(Recorded data)

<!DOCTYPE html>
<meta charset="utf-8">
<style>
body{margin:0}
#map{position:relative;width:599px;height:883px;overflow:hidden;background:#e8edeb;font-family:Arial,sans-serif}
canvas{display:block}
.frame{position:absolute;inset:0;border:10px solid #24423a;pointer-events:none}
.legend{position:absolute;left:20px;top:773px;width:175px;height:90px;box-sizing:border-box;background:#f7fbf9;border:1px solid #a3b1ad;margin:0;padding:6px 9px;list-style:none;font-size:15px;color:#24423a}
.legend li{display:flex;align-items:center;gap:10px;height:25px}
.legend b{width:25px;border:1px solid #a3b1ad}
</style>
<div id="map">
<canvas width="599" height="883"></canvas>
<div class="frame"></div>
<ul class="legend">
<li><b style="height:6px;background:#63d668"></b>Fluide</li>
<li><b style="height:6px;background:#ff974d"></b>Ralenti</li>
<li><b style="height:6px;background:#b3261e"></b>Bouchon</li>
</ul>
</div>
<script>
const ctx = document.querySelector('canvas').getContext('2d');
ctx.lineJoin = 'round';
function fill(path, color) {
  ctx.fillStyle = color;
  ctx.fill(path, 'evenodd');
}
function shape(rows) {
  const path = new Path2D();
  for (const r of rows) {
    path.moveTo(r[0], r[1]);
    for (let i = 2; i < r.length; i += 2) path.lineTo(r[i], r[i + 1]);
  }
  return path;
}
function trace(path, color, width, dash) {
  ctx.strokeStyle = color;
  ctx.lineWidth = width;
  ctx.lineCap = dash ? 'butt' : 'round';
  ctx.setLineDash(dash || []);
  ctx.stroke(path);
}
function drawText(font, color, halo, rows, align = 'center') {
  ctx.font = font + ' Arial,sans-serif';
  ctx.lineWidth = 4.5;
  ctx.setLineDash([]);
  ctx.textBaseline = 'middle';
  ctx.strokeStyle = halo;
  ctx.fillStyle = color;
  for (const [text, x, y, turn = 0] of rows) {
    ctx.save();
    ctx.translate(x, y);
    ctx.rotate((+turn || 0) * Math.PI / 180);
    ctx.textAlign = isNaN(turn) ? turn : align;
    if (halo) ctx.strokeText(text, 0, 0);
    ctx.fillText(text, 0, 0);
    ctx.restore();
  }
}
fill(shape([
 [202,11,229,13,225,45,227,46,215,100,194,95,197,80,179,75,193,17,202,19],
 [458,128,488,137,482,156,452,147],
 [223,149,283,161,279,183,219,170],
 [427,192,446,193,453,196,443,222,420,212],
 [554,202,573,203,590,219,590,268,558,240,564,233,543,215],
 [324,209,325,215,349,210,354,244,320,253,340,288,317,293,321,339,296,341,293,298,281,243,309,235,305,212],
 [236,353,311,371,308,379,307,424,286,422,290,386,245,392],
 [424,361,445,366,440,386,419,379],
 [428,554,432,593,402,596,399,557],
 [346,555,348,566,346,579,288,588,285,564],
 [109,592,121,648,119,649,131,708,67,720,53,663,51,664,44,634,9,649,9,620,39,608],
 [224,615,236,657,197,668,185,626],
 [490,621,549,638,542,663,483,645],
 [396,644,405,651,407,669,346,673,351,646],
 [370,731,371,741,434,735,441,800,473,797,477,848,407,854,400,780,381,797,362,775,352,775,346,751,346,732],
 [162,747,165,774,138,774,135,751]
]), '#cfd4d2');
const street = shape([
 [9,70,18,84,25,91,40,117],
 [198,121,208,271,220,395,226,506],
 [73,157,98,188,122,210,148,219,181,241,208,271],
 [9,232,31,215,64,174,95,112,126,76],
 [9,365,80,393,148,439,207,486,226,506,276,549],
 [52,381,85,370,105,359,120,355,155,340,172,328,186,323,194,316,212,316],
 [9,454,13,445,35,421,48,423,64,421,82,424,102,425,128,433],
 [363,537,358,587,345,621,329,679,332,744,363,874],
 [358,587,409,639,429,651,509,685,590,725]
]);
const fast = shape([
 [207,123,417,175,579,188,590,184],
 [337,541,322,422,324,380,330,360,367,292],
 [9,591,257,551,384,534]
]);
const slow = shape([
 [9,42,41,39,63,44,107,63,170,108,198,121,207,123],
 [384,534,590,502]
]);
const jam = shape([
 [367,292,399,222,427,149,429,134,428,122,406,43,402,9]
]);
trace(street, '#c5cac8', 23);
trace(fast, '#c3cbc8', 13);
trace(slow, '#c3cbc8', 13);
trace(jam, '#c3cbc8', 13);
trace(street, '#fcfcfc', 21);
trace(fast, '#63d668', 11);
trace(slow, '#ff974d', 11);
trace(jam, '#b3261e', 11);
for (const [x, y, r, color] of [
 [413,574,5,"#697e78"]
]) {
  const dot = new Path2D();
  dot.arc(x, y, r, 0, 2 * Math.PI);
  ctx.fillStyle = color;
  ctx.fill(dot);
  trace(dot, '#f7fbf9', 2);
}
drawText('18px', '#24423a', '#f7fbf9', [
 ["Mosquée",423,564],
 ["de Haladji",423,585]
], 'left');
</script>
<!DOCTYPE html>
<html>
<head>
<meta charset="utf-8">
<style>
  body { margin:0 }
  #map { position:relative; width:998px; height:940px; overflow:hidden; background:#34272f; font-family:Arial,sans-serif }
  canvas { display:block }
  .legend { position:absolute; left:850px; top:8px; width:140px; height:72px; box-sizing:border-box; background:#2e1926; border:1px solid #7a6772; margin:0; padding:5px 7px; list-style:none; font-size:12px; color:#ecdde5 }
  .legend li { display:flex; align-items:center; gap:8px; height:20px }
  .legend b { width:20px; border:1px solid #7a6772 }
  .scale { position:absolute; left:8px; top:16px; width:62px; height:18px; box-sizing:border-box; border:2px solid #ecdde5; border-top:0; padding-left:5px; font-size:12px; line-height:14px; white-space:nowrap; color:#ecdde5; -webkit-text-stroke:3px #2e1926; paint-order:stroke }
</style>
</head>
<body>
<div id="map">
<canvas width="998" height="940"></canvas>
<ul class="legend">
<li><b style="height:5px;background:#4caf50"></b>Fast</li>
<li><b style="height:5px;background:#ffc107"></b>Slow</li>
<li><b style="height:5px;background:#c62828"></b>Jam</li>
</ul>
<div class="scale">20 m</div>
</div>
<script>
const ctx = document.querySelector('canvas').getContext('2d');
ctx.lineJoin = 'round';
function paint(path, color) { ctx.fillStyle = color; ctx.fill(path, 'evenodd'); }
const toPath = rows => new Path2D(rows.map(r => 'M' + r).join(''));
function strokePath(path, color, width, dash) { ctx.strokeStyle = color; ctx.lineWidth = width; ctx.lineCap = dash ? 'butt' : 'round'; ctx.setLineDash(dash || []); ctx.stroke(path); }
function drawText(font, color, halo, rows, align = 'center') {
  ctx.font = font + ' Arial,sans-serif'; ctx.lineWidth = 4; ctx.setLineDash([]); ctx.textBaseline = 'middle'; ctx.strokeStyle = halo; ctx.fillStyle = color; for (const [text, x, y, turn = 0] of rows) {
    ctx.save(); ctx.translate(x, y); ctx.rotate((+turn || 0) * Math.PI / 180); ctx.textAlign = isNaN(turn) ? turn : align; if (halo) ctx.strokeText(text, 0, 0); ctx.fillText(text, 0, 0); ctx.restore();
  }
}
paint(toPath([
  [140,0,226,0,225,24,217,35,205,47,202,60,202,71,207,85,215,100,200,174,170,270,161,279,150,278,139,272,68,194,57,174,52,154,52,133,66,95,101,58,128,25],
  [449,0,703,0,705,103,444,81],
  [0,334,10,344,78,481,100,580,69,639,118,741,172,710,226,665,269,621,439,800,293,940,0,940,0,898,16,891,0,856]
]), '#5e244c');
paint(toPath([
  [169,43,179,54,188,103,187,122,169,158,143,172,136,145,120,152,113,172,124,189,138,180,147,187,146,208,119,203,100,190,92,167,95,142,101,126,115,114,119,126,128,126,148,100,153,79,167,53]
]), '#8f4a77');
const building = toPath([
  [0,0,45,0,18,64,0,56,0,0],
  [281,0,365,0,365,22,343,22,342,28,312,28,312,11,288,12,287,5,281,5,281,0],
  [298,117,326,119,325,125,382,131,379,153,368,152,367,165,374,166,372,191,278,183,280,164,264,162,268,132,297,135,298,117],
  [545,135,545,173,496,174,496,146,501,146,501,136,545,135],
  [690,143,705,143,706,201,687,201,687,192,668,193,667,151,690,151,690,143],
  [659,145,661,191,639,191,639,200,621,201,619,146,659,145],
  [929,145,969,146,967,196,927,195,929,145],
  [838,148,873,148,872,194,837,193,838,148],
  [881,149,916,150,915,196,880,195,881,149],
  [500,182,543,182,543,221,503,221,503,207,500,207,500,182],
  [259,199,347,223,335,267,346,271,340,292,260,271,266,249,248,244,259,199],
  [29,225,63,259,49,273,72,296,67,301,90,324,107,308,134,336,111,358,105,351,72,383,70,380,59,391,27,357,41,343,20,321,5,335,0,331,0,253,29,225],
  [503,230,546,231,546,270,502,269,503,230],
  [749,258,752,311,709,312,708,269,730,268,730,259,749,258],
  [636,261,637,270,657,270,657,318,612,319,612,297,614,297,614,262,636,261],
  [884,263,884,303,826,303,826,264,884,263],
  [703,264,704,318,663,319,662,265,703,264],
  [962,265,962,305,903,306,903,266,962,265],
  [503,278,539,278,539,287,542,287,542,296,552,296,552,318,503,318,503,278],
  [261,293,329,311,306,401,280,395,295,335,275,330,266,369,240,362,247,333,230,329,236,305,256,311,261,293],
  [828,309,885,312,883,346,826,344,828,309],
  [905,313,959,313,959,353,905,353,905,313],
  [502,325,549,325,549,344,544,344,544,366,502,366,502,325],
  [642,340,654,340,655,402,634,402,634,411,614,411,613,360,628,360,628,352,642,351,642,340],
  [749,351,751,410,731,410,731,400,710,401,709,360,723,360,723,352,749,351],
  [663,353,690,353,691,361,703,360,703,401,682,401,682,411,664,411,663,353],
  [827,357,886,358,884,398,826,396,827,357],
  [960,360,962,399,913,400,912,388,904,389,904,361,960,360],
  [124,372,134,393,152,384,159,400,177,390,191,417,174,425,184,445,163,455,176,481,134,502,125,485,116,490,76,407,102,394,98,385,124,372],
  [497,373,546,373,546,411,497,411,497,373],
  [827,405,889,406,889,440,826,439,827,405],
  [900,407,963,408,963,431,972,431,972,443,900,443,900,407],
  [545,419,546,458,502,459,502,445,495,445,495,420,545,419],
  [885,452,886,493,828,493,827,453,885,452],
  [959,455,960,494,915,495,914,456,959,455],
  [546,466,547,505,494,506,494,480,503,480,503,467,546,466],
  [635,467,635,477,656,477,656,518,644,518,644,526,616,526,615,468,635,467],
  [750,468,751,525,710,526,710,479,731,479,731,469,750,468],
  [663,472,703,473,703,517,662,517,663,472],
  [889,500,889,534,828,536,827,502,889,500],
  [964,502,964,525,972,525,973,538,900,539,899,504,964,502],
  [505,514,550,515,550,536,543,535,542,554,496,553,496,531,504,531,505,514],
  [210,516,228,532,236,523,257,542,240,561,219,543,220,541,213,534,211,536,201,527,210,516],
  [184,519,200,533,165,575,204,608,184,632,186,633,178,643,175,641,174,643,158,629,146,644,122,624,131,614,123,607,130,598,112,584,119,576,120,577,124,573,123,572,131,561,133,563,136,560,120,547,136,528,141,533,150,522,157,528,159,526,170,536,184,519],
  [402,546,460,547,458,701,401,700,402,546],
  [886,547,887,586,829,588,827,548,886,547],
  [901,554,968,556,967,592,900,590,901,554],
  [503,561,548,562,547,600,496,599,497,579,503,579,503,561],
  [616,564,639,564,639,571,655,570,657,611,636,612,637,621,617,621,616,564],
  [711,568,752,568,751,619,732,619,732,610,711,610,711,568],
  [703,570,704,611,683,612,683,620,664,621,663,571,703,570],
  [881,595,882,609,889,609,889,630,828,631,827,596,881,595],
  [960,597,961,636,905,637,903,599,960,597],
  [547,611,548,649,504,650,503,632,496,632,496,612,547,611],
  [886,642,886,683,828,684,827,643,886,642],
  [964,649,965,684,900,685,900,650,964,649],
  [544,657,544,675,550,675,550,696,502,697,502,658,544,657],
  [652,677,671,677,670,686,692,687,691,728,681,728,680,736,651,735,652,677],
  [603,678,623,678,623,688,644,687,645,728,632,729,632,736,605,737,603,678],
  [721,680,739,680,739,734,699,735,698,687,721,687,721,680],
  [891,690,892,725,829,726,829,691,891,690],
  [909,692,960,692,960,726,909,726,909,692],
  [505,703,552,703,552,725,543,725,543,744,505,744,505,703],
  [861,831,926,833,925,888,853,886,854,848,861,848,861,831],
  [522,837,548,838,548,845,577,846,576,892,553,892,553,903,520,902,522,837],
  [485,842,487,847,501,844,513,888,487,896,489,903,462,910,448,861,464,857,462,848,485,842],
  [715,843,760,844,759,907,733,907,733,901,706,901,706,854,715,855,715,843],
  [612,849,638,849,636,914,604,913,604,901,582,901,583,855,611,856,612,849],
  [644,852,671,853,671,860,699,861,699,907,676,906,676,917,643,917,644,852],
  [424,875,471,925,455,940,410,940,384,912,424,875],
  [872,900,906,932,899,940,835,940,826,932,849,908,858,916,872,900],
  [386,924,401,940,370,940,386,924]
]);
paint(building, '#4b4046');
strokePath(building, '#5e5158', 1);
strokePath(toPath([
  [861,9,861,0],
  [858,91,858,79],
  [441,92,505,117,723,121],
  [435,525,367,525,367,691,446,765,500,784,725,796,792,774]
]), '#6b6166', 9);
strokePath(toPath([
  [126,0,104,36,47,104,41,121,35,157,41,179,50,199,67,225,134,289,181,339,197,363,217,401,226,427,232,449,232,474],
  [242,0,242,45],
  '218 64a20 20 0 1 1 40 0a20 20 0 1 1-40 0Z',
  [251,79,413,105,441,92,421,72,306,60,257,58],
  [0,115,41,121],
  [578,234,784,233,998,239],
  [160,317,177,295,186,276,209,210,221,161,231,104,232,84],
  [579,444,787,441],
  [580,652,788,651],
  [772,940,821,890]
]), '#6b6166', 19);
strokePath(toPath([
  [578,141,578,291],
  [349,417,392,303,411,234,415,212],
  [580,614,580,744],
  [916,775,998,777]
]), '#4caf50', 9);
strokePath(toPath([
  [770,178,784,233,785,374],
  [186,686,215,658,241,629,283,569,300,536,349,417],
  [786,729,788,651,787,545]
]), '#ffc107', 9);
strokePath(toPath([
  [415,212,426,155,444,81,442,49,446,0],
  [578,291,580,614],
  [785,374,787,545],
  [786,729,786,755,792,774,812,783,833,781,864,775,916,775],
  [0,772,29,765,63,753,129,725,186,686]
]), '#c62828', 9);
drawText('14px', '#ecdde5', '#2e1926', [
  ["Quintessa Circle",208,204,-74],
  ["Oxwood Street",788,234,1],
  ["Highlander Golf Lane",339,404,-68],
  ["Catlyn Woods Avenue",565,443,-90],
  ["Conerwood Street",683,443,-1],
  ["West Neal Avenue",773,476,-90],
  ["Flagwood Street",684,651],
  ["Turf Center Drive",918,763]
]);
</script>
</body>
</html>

> **Task details**
The line containing "for (const r" marks the end. Please print exactly every line from the top of the data to it, both included, and nothing more.

> **Answer to the problem**
<!DOCTYPE html>
<meta charset="utf-8">
<style>
body{margin:0}
#map{position:relative;width:599px;height:883px;overflow:hidden;background:#e8edeb;font-family:Arial,sans-serif}
canvas{display:block}
.frame{position:absolute;inset:0;border:10px solid #24423a;pointer-events:none}
.legend{position:absolute;left:20px;top:773px;width:175px;height:90px;box-sizing:border-box;background:#f7fbf9;border:1px solid #a3b1ad;margin:0;padding:6px 9px;list-style:none;font-size:15px;color:#24423a}
.legend li{display:flex;align-items:center;gap:10px;height:25px}
.legend b{width:25px;border:1px solid #a3b1ad}
</style>
<div id="map">
<canvas width="599" height="883"></canvas>
<div class="frame"></div>
<ul class="legend">
<li><b style="height:6px;background:#63d668"></b>Fluide</li>
<li><b style="height:6px;background:#ff974d"></b>Ralenti</li>
<li><b style="height:6px;background:#b3261e"></b>Bouchon</li>
</ul>
</div>
<script>
const ctx = document.querySelector('canvas').getContext('2d');
ctx.lineJoin = 'round';
function fill(path, color) {
  ctx.fillStyle = color;
  ctx.fill(path, 'evenodd');
}
function shape(rows) {
  const path = new Path2D();
  for (const r of rows) {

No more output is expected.